Activity :: Below are entries. Copy exactly the lines running from the line that holds "69A42 42 0 1" to the line that holds "M237,756L310,764V790L300,876L223,868Z", with both ends included.

Records shown ::
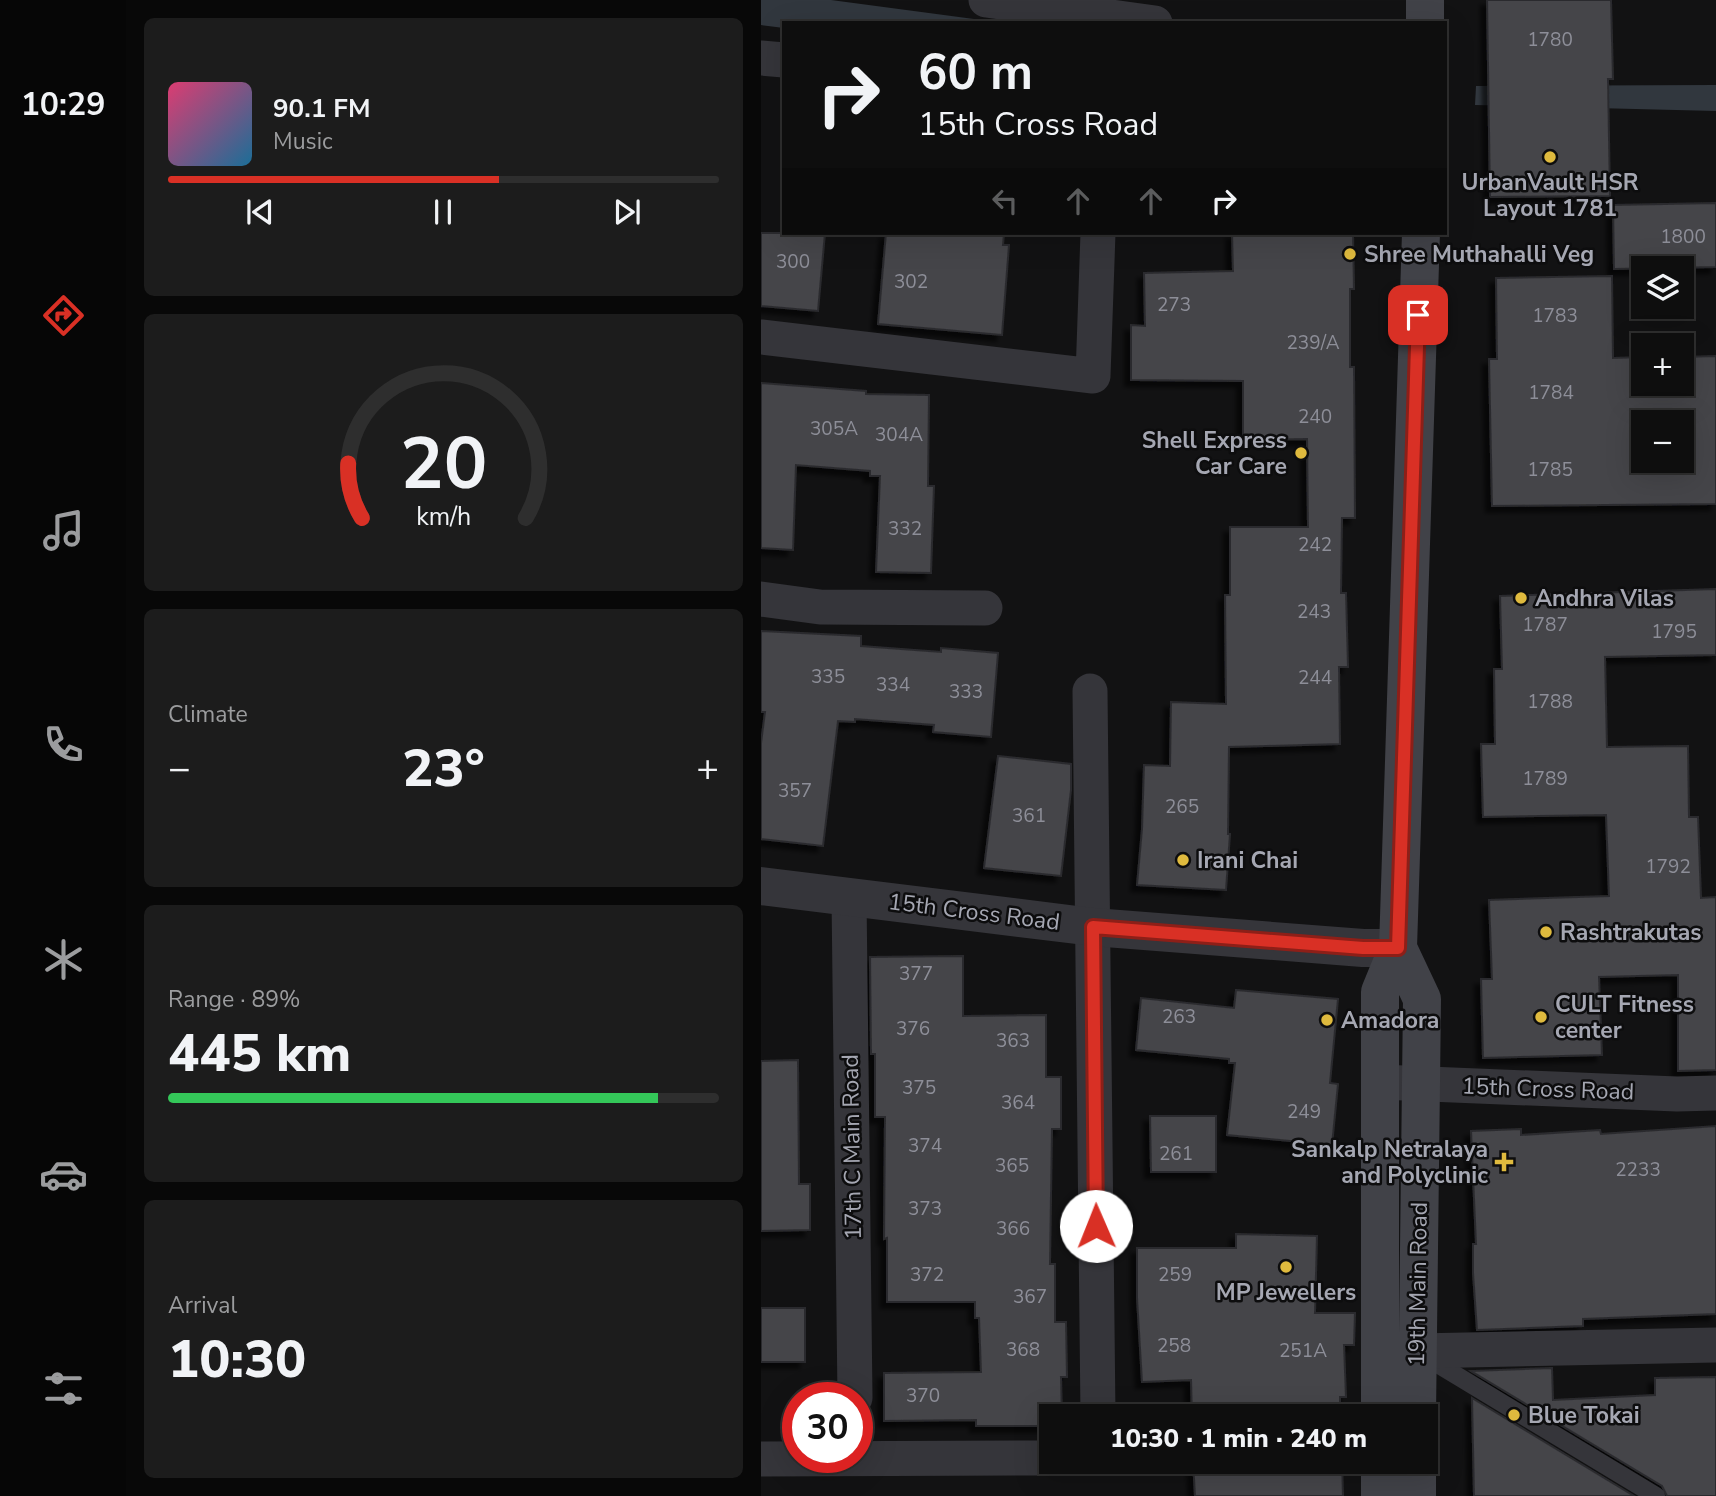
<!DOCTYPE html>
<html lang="en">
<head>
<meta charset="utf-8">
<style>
	body { margin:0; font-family:"Nunito Sans",sans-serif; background:#1c1c1c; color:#f1f3f6; height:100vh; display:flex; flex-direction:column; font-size:26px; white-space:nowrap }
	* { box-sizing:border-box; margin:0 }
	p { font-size:23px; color:#9b9c9e }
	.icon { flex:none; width:38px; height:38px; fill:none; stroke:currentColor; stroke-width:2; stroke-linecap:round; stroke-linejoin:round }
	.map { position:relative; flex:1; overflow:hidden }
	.side { display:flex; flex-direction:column; gap:18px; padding:18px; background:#080808; width:635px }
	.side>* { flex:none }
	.guide { position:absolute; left:21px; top:21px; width:665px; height:214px; border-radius:0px; box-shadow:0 7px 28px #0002,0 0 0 2px #2e2e2e; background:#0e0e0e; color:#f1f3f6; overflow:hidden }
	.fabs { position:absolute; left:870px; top:256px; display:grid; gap:14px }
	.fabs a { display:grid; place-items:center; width:63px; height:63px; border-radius:0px; background:#0e0e0e; box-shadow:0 7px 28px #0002,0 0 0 2px #2e2e2e; font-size:35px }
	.speed { position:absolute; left:21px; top:1382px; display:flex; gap:14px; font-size:35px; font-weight:700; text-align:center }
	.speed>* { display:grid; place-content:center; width:91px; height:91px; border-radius:50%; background:#0e0e0e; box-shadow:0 7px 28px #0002,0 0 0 2px #2e2e2e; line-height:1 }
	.speed .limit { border:10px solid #d22; background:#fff; color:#111 }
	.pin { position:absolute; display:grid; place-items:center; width:60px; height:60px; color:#fff; margin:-30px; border-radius:14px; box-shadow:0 4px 10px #0006 }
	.me { position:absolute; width:77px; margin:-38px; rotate:359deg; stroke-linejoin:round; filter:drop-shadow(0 0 5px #0008) }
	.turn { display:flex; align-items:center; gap:24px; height:147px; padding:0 21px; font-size:32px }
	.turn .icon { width:91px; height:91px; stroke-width:2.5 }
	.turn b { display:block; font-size:49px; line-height:60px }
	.lanes { display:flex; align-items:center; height:66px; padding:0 21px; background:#0003; justify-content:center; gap:35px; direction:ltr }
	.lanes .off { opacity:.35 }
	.big { font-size:52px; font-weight:800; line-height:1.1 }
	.side .tile { flex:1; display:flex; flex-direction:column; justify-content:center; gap:10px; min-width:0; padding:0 24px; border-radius:10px; background:#1c1c1c }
	.side .dial { align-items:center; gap:0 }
	.dial svg { height:182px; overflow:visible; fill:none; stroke:#2e2e2e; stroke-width:7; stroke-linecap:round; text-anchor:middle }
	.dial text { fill:#f1f3f6; stroke:none }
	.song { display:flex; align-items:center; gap:21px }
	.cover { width:84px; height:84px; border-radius:10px; background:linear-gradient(135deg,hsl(340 70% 55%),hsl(200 70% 35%)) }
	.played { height:7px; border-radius:4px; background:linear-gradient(90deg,#d93025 60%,#2e2e2e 60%) }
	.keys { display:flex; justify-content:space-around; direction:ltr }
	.heat { display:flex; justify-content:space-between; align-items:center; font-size:38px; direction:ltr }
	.charge { height:10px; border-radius:5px; background:linear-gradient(90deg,#34c759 89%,#2e2e2e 0) }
	.trip { position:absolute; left:278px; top:1404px; width:399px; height:70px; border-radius:0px; background:#0e0e0e; box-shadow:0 7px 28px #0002,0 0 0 2px #2e2e2e; font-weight:800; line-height:70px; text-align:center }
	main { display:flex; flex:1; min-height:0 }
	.tab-bar { display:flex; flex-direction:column; width:126px; justify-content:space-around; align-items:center; background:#060606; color:#9b9c9e }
	.tab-bar .icon { width:49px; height:49px }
	.tab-bar .current { color:#d93025 }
	.tab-bar b { font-size:32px; color:#f1f3f6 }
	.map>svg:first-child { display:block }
	.water { fill:#31373e }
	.building { fill:#444448; stroke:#2c2c2f; stroke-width:2; fill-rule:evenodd; filter:url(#shadow) }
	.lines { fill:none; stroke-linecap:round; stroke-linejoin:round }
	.service { stroke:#35353a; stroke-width:18 }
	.minor { stroke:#35353a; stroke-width:35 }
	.tertiary { stroke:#35353a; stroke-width:38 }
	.secondary { stroke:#414248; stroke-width:38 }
	.route-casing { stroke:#8d1f18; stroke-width:18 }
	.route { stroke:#d93025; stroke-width:12 }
	.poi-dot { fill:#dfba3e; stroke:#0d0d0e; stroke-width:2.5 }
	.labels { text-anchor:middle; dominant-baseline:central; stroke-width:5; stroke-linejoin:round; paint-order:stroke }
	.number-label { font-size:19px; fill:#8d8e98 }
	.poi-label { font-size:23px; font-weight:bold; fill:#a5a7b2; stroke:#0d0d0e; text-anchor:start }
	.street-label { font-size:23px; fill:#a5a7b2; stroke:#0d0d0e }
</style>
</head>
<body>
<main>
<nav class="tab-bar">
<b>10:29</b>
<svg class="icon current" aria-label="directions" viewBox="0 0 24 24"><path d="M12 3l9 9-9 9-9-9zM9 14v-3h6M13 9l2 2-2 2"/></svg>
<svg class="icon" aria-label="music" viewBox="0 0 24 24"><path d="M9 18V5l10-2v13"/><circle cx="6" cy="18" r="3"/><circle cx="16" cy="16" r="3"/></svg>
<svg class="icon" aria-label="phone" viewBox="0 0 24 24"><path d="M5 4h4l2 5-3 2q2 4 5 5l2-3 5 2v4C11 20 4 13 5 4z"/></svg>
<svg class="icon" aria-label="climate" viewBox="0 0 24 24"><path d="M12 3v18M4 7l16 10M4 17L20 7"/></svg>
<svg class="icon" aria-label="car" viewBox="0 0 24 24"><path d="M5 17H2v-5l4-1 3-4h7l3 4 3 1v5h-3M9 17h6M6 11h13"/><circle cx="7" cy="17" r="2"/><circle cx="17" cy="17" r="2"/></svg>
<svg class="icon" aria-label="filters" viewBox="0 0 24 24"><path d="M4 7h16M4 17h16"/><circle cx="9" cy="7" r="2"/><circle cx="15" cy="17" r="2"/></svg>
</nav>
<section class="side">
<div class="tile">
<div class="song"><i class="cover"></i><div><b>90.1 FM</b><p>Music</p></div></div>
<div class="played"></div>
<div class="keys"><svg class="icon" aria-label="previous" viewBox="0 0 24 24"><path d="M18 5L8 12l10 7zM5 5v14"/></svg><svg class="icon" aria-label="pause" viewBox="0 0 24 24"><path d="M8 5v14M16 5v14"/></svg><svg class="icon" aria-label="next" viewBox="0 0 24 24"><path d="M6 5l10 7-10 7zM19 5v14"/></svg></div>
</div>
<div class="tile dial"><svg viewBox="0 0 100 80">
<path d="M14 69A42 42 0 1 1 86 69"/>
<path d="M14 69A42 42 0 0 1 8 45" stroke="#d93025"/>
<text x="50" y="56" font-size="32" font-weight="700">20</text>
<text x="50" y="72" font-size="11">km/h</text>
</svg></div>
<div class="tile"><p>Climate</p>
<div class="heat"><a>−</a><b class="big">23°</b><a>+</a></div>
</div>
<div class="tile"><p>Range · 89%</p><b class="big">445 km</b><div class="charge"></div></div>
<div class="tile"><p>Arrival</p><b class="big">10:30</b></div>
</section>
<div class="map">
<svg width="955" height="1496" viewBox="0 0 955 1496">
	<defs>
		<filter id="shadow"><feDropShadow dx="-6" dy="6" stdDeviation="2" flood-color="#0009"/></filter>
	</defs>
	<rect width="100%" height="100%" fill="#121213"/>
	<path class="water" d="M0,0H70L243,23H23V28L0,25Z
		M955,85V111L714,105L715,86Z"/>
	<path class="building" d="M726,0H850L852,79H847L849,196L729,197Z
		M955,203V267L853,269L852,205Z
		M0,233H64L57,311L0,306Z
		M125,233H243L242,245H248L241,335L117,324Z
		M471,233H592L593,289H589V367H593L594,518H581L580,593H585L587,667H578L579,744L468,747L467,834H469L465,890L376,885L381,829L383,765L409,766L410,702L465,704L464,595H469V527H547L546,439L482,440V381L370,380V325L384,326L383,273L472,271Z
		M851,276L852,358L882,357V383H920V357L955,356V504L731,506L728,359H736L735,278ZM882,422H920V460H882Z
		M0,383L105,391V394L168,395L167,486H173L170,573L115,572L119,476H109V471L35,465L32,550L0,548Z
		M955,589V655L844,657L846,747L927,746L928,817H937L940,898L955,897V1070L917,1071V975L838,977L841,1055L722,1058L720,979H731L728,900L848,896L845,815L722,817L720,744H734L733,669H741L739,596Z
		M0,631L100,636V646L180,652V648L237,653L230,737L172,732L173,725L94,719V722L77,721L62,846L0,839V743L4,712H0Z
		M237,756L310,764V790L300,876L223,868Z
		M202,956V1016L285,1015V1077H300V1129H291L289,1264H294V1322H305L306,1377H300L301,1416H290V1426H215V1420L123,1421V1373L220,1372L218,1318H214V1302H126V1238L123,1239L124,1117H114V1054H110L109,957Z
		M475,990L577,999L569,1083L577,1084L571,1145L466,1135L474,1063H468V1059L375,1050L380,998L473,1008Z
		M37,1060L38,1184H49V1230L0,1231V1061Z
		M389,1116H455V1172H390Z
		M955,1126V1314L822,1319V1326L716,1330L712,1273V1244H715L710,1131L760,1129V1135L839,1130L840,1134Z
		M475,1234L556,1236L554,1313H594L593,1345H583L585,1397H579V1416H431L430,1380L381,1382L376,1298V1248H475Z
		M0,1308H44V1362H0Z
		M791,1368L792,1400L894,1395V1378L955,1377V1496H906L901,1486L710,1371Z
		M711,1398L873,1496H713Z
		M432,1461H581L582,1496H434Z"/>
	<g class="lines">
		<path class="service" d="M665,1357L895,1496"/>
		<path class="minor" d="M225,0L394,23
			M0,58L23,60
			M0,337L332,376L337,233
			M0,599L59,607L224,608
			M329,691L337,1416
			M88,897L94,1398
			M619,1082L916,1094L955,1093
			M656,1351L955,1345
			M0,1459L290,1458"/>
		<path class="tertiary" d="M0,886L332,927L602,948H637"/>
		<path class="secondary" d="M664,23V0
			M637,948L661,999L656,1416
			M619,1416V992L637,948L660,233
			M619,1461V1496
			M656,1461V1496"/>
	</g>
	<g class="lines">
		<defs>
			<path id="route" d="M335,1226L332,927L602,948H637L657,315"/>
		</defs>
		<use href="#route" class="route-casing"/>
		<use href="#route" class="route"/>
	</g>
	<g class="poi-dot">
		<circle cx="789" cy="157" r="7"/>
		<circle cx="589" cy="254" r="7"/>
		<circle cx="540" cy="453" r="7"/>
		<circle cx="760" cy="598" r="7"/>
		<circle cx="422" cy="860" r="7"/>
		<circle cx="785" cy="932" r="7"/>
		<circle cx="780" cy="1017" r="7"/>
		<circle cx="566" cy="1020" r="7"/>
		<path d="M739.5 1151.5h7v7h7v7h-7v7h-7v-7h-7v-7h7z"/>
		<circle cx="525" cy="1267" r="7"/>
		<circle cx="753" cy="1415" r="7"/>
	</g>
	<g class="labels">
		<g class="number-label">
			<text x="789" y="40">1780</text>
			<text x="922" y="237">1800</text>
			<text x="32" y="262">300</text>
			<text x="150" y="282">302</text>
			<text x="413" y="305">273</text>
			<text x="794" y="316">1783</text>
			<text x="552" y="343">239/A</text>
			<text x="790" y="393">1784</text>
			<text x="554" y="417">240</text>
			<text x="73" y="429">305A</text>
			<text x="138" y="435">304A</text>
			<text x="789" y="470">1785</text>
			<text x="144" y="529">332</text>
			<text x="554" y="545">242</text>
			<text x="553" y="612">243</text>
			<text x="784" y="625">1787</text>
			<text x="913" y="632">1795</text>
			<text x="67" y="677">335</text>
			<text x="554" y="678">244</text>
			<text x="132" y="685">334</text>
			<text x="205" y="692">333</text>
			<text x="789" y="702">1788</text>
			<text x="784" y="779">1789</text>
			<text x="34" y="791">357</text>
			<text x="421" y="807">265</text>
			<text x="268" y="816">361</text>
			<text x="907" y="867">1792</text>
			<text x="155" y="974">377</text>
			<text x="418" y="1017">263</text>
			<text x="152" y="1029">376</text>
			<text x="252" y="1041">363</text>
			<text x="158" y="1088">375</text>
			<text x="257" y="1103">364</text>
			<text x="543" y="1112">249</text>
			<text x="164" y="1146">374</text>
			<text x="415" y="1154">261</text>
			<text x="251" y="1166">365</text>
			<text x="877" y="1170">2233</text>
			<text x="164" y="1209">373</text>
			<text x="252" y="1229">366</text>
			<text x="166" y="1275">372</text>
			<text x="414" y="1275">259</text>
			<text x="269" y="1297">367</text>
			<text x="413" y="1346">258</text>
			<text x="262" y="1350">368</text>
			<text x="542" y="1351">251A</text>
			<text x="162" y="1396">370</text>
		</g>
		<g class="poi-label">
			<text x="789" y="182" text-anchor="middle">UrbanVault HSR<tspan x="789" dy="26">Layout 1781</tspan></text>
			<text x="603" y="254">Shree Muthahalli Veg</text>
			<text x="526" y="440" text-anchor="end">Shell Express<tspan x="526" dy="26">Car Care</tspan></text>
			<text x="774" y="598">Andhra Vilas</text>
			<text x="436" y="860">Irani Chai</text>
			<text x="799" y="932">Rashtrakutas</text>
			<text x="794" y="1004">CULT Fitness<tspan x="794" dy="26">center</tspan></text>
			<text x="580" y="1020">Amadora</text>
			<text x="727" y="1149" text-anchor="end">Sankalp Netralaya<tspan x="727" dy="26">and Polyclinic</tspan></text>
			<text x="525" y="1292" text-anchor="middle">MP Jewellers</text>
			<text x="767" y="1415">Blue Tokai</text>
		</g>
		<g class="street-label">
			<text transform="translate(213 912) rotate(7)">15th Cross Road</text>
			<text transform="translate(787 1089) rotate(2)">15th Cross Road</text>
			<text transform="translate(91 1147) rotate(-91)">17th C Main Road</text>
			<text transform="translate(657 1284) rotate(-89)">19th Main Road</text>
		</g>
	</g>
</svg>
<div class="fabs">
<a><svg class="icon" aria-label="layers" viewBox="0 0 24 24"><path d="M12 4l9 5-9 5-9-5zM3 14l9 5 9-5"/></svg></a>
<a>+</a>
<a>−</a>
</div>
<div class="speed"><div class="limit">30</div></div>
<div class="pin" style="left:657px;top:315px;background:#d93025"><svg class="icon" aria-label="arrive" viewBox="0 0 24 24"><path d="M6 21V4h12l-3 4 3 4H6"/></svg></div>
<svg class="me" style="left:335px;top:1226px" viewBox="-20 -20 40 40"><circle r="19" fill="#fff"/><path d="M0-13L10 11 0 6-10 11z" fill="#d93025"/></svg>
<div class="trip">10:30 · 1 min · 240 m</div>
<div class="guide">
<div class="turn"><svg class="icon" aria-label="right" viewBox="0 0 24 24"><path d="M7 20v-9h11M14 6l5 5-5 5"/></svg><div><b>60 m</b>15th Cross Road</div></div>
<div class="lanes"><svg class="icon off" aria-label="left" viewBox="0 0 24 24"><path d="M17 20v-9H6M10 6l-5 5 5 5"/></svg><svg class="icon off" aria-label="ahead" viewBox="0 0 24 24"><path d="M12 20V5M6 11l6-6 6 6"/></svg><svg class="icon off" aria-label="ahead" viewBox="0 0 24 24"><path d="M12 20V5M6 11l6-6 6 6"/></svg><svg class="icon" aria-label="right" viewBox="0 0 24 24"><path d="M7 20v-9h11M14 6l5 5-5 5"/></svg></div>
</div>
</div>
</main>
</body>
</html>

Your response ::
<path d="M14 69A42 42 0 1 1 86 69"/>
<path d="M14 69A42 42 0 0 1 8 45" stroke="#d93025"/>
<text x="50" y="56" font-size="32" font-weight="700">20</text>
<text x="50" y="72" font-size="11">km/h</text>
</svg></div>
<div class="tile"><p>Climate</p>
<div class="heat"><a>−</a><b class="big">23°</b><a>+</a></div>
</div>
<div class="tile"><p>Range · 89%</p><b class="big">445 km</b><div class="charge"></div></div>
<div class="tile"><p>Arrival</p><b class="big">10:30</b></div>
</section>
<div class="map">
<svg width="955" height="1496" viewBox="0 0 955 1496">
	<defs>
		<filter id="shadow"><feDropShadow dx="-6" dy="6" stdDeviation="2" flood-color="#0009"/></filter>
	</defs>
	<rect width="100%" height="100%" fill="#121213"/>
	<path class="water" d="M0,0H70L243,23H23V28L0,25Z
		M955,85V111L714,105L715,86Z"/>
	<path class="building" d="M726,0H850L852,79H847L849,196L729,197Z
		M955,203V267L853,269L852,205Z
		M0,233H64L57,311L0,306Z
		M125,233H243L242,245H248L241,335L117,324Z
		M471,233H592L593,289H589V367H593L594,518H581L580,593H585L587,667H578L579,744L468,747L467,834H469L465,890L376,885L381,829L383,765L409,766L410,702L465,704L464,595H469V527H547L546,439L482,440V381L370,380V325L384,326L383,273L472,271Z
		M851,276L852,358L882,357V383H920V357L955,356V504L731,506L728,359H736L735,278ZM882,422H920V460H882Z
		M0,383L105,391V394L168,395L167,486H173L170,573L115,572L119,476H109V471L35,465L32,550L0,548Z
		M955,589V655L844,657L846,747L927,746L928,817H937L940,898L955,897V1070L917,1071V975L838,977L841,1055L722,1058L720,979H731L728,900L848,896L845,815L722,817L720,744H734L733,669H741L739,596Z
		M0,631L100,636V646L180,652V648L237,653L230,737L172,732L173,725L94,719V722L77,721L62,846L0,839V743L4,712H0Z
		M237,756L310,764V790L300,876L223,868Z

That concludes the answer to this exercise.